Monday, November 26, 2012

Religion and Politics in Kentucky Schools: Kentucky Equality Federation petitions the Government of the Commonwealth of Kentucky

Even after an apology and a reprimand, Kentucky Equality Federation’s Southern Kentucky Regional Management today condemned the actions of a Southern Kentucky educator. South Laurel High School teacher, Ms.

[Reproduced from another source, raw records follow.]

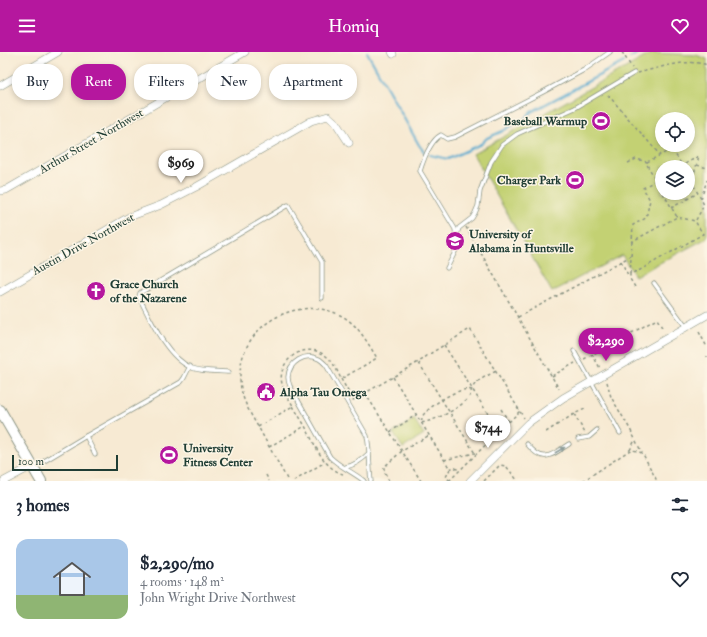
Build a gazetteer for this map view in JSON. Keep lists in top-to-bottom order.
{
  "streets": {
    "street": ["Arthur Street Northwest", "Austin Drive Northwest"]
  },
  "places": {
    "sports": ["Baseball Warmup", "Charger Park", "University Fitness Center"],
    "school or university": ["University of Alabama in Huntsville"],
    "church": ["Grace Church of the Nazarene"],
    "public building": ["Alpha Tau Omega"]
  },
  "scale_bar": "100 m",
  "page": {
    "header": "Homiq",
    "chip": [
      "Buy",
      "Rent",
      "Filters",
      "New",
      "Apartment"
    ],
    "price": ["$969", "$2,290", "$744"],
    "scale": "100 m",
    "heading": "3 homes",
    "list": [
      {
        "name": "$2,290/mo",
        "note": "4 rooms · 148 m² · John Wright Drive Northwest"
      }
    ]
  }
}
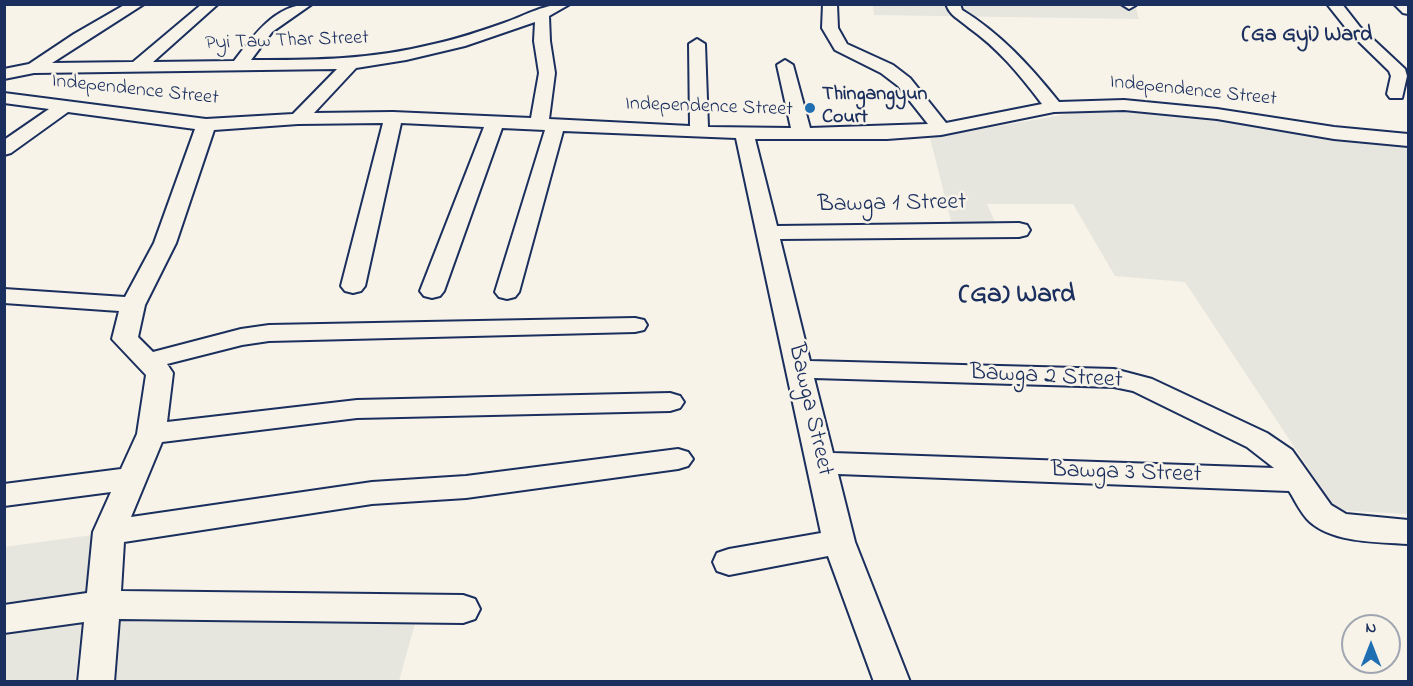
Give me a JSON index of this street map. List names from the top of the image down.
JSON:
{
  "streets": {
    "street": [
      "Pyi Taw Thar Street",
      "Independence Street",
      "Bawga 1 Street",
      "Bawga 2 Street",
      "Bawga Street",
      "Bawga 3 Street"
    ]
  },
  "crossings": [
    ["Independence Street", "Bawga Street"],
    ["Bawga 1 Street", "Bawga Street"],
    ["Bawga 2 Street", "Bawga Street"],
    ["Bawga 2 Street", "Bawga 3 Street"],
    ["Bawga Street", "Bawga 3 Street"]
  ],
  "districts": ["(Ga Gyi) Ward", "(Ga) Ward"],
  "places": ["Thingangyun Court"],
  "north": "top"
}
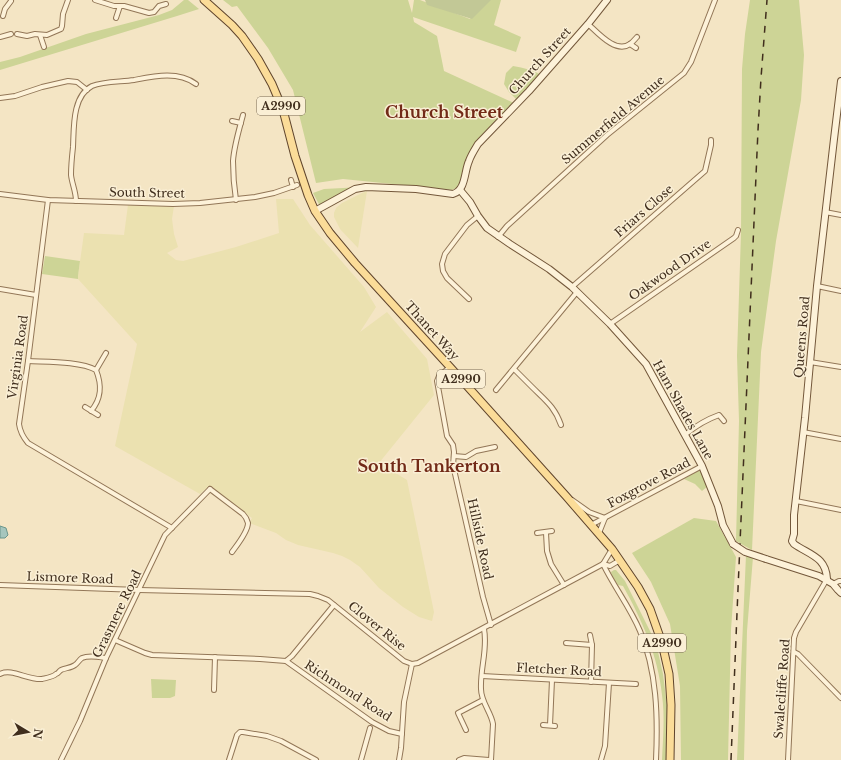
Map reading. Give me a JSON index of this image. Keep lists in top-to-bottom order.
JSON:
{
  "streets": {
    "main road": ["A2990", "Thanet Way"],
    "street": [
      "Church Street",
      "Summerfield Avenue",
      "South Street",
      "Friars Close",
      "Oakwood Drive",
      "Queens Road",
      "Virginia Road",
      "Ham Shades Lane",
      "Foxgrove Road",
      "Hillside Road",
      "Lismore Road",
      "Grasmere Road",
      "Clover Rise",
      "Fletcher Road",
      "Swalecliffe Road",
      "Richmond Road"
    ]
  },
  "crossings": [
    ["Church Street", "Ham Shades Lane"],
    ["Summerfield Avenue", "Ham Shades Lane"],
    ["South Street", "Virginia Road"],
    ["Friars Close", "Ham Shades Lane"],
    ["Oakwood Drive", "Ham Shades Lane"],
    ["Thanet Way", "Foxgrove Road"],
    ["Thanet Way", "Hillside Road"],
    ["Thanet Way", "Clover Rise"],
    ["Queens Road", "Ham Shades Lane"],
    ["Queens Road", "Swalecliffe Road"],
    ["Virginia Road", "Grasmere Road"],
    ["Ham Shades Lane", "Foxgrove Road"],
    ["Ham Shades Lane", "Swalecliffe Road"],
    ["Hillside Road", "Clover Rise"],
    ["Lismore Road", "Grasmere Road"],
    ["Lismore Road", "Clover Rise"],
    ["Grasmere Road", "Clover Rise"],
    ["Grasmere Road", "Richmond Road"],
    ["Clover Rise", "Richmond Road"]
  ],
  "districts": ["Church Street", "South Tankerton"],
  "north": "right"
}
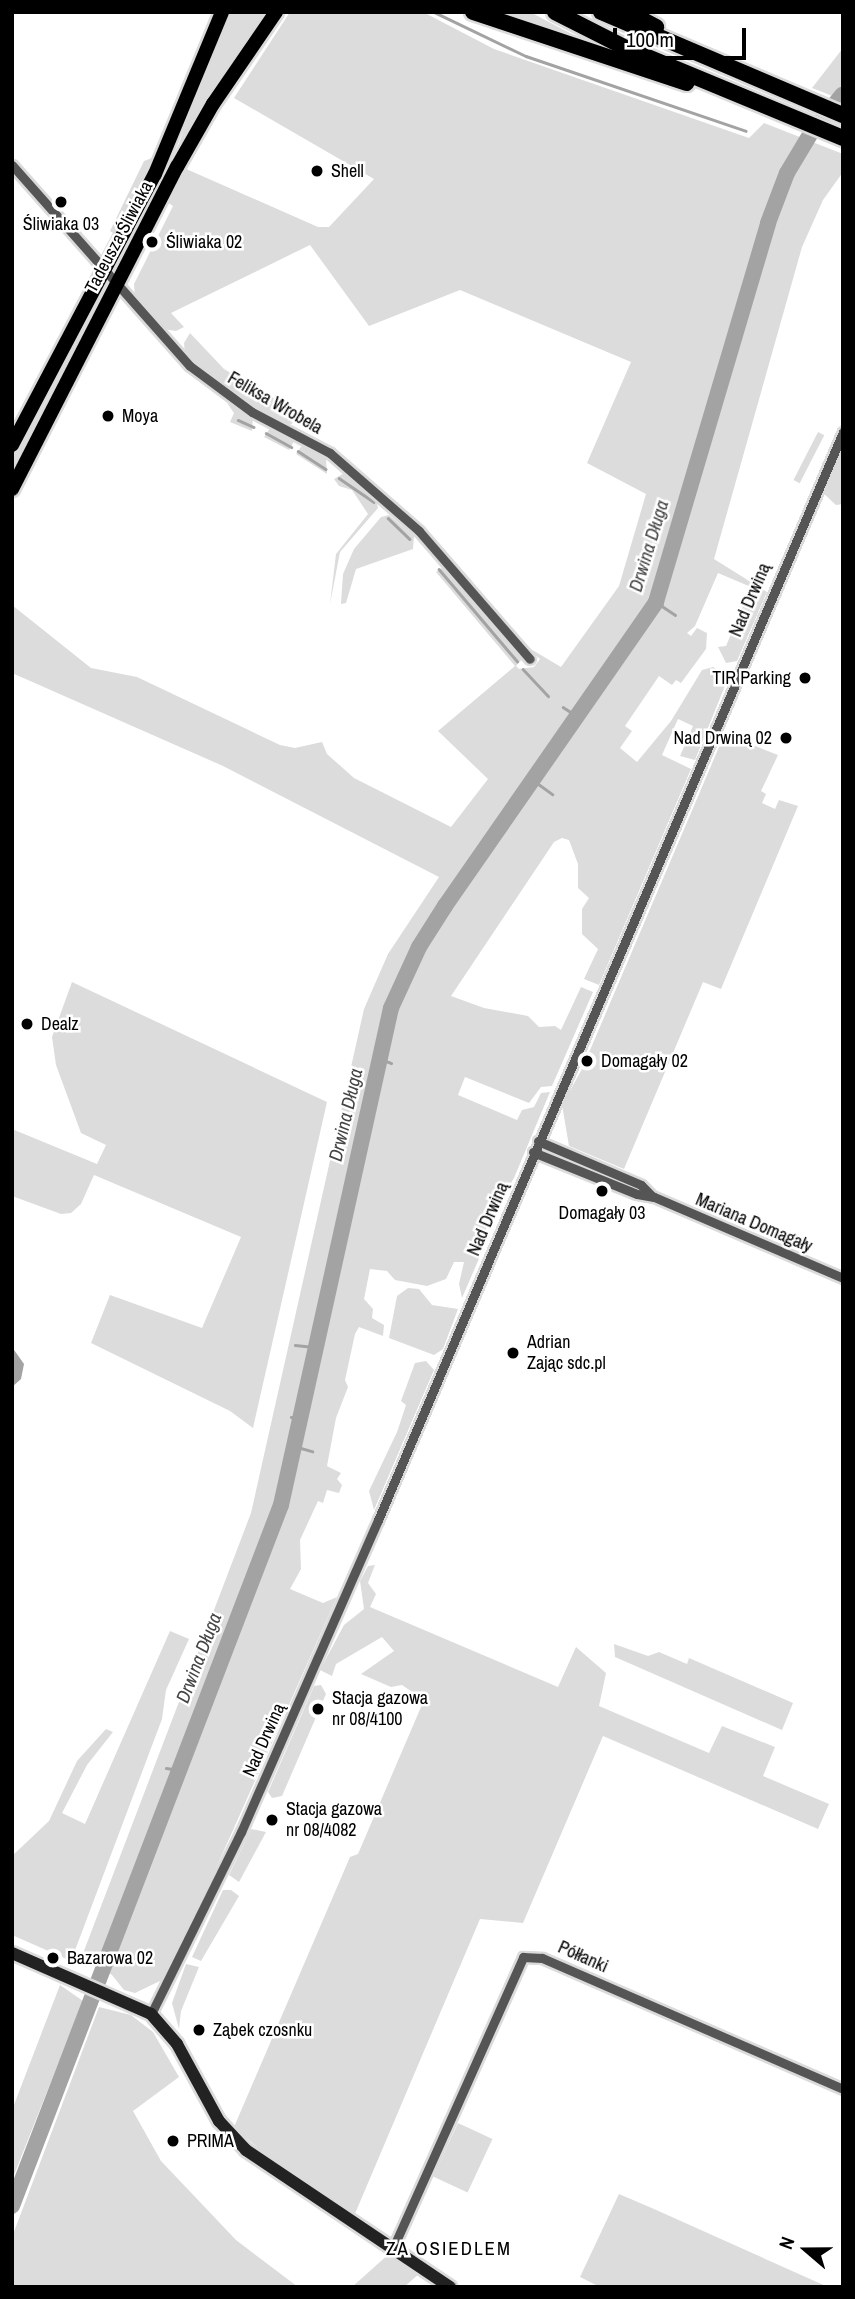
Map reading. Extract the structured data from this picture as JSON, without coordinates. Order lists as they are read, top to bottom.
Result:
{
  "streets": {
    "main road": ["Tadeusza Śliwiaka"],
    "street": [
      "Feliksa Wrobela",
      "Nad Drwiną",
      "Mariana Domagały",
      "Półłanki"
    ]
  },
  "crossings": [
    ["Tadeusza Śliwiaka", "Feliksa Wrobela"],
    ["Nad Drwiną", "Mariana Domagały"]
  ],
  "districts": ["ZA OSIEDLEM"],
  "water": ["Drwina Długa"],
  "places": [
    "Shell",
    "Śliwiaka 03",
    "Śliwiaka 02",
    "Moya",
    "TIR Parking",
    "Nad Drwiną 02",
    "Dealz",
    "Domagały 02",
    "Domagały 03",
    "Adrian Zając sdc.pl",
    "Stacja gazowa nr 08/4100",
    "Stacja gazowa nr 08/4082",
    "Bazarowa 02",
    "Ząbek czosnku",
    "PRIMA"
  ],
  "scale_bar": "100 m",
  "north": "left"
}
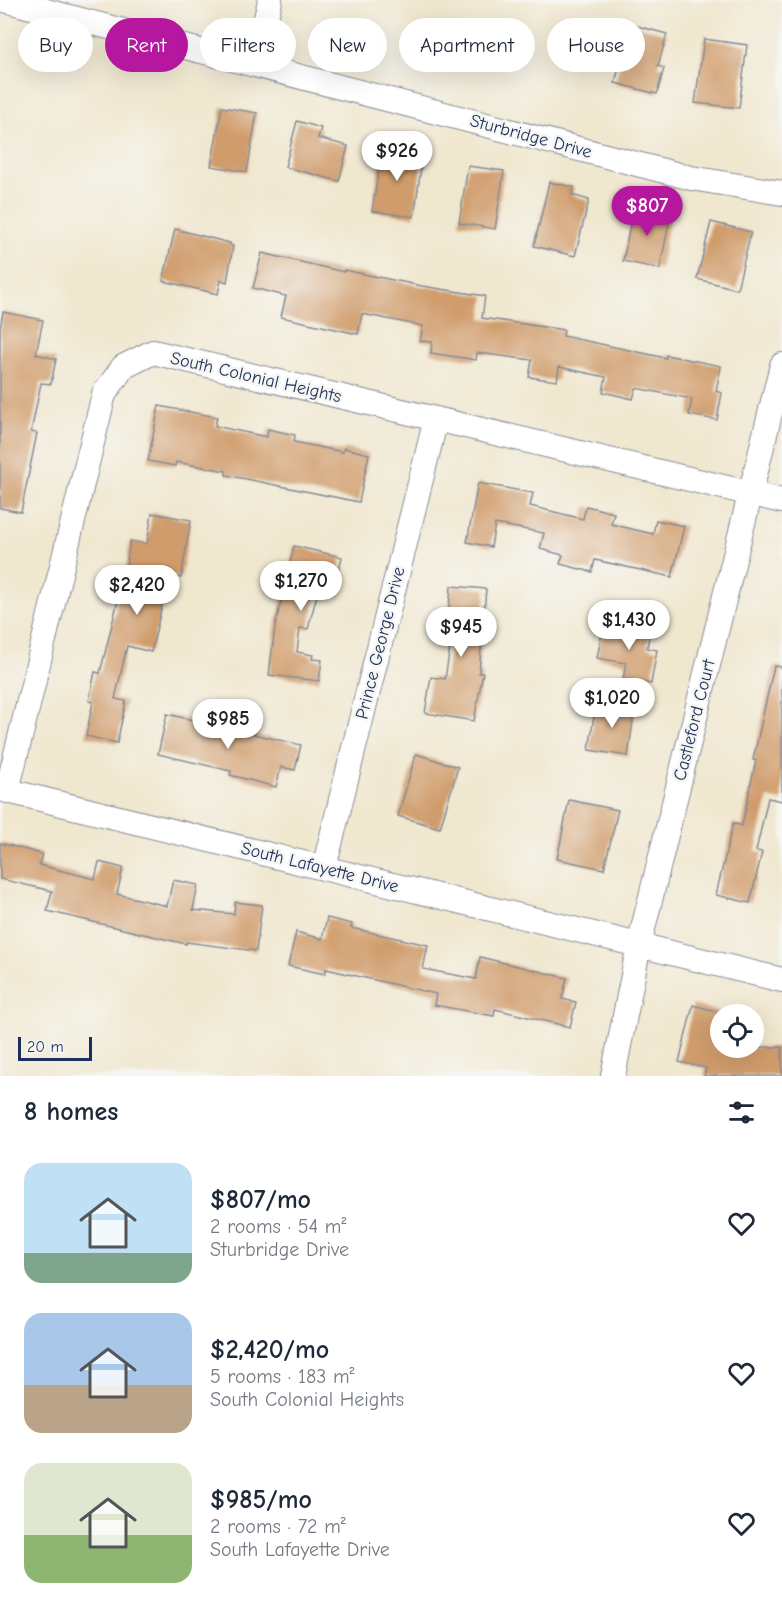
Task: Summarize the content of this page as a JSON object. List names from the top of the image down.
{
  "streets": {
    "street": [
      "Sturbridge Drive",
      "South Colonial Heights",
      "Prince George Drive",
      "Castleford Court",
      "South Lafayette Drive"
    ]
  },
  "crossings": [
    ["South Colonial Heights", "Prince George Drive"],
    ["South Colonial Heights", "Castleford Court"],
    ["South Colonial Heights", "South Lafayette Drive"],
    ["Prince George Drive", "South Lafayette Drive"],
    ["Castleford Court", "South Lafayette Drive"]
  ],
  "scale_bar": "20 m",
  "page": {
    "chip": [
      "Buy",
      "Rent",
      "Filters",
      "New",
      "Apartment",
      "House"
    ],
    "price": [
      "$926",
      "$807",
      "$1,270",
      "$2,420",
      "$1,430",
      "$945",
      "$1,020",
      "$985"
    ],
    "scale": "20 m",
    "heading": "8 homes",
    "list": [
      {
        "name": "$807/mo",
        "note": "2 rooms · 54 m² · Sturbridge Drive"
      },
      {
        "name": "$2,420/mo",
        "note": "5 rooms · 183 m² · South Colonial Heights"
      },
      {
        "name": "$985/mo",
        "note": "2 rooms · 72 m² · South Lafayette Drive"
      }
    ]
  }
}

Kendra Baker wrote on the top of her school board “You can’t be a Democrat & go to Heaven.” Kentucky Equality Federation is filing complaints with the Kentucky Department of Education, the Kentucky Office of Secretary of Education, as well as every member of the House Standing Committee on Education on the inappropriate conduct of school officials in Clay, Grant, and Laurel Counties.

--> Legislation Proposed by Kentucky Equality Federation President Jordan Palmer (.pdf)

“The School Superintendent reprimanded the Laurel County teacher, citing that she broke with policy regarding the environment of the classroom and we thank Superintendent Doug Bennett for his swift action,” stated Kentucky Equality Federation President Jordan Palmer. “Kentucky Equality Federation contends the objective of such a message was to scare children into thinking a certain ideology by damaging the thought process, scaring the Commonwealth’s youth, introducing partisan politics in the classroom, imposing one-sided views on the classroom and generally directing the students into confined thinking. Regardless of the origin of the statement, the teacher had the greater responsibility to remain objective.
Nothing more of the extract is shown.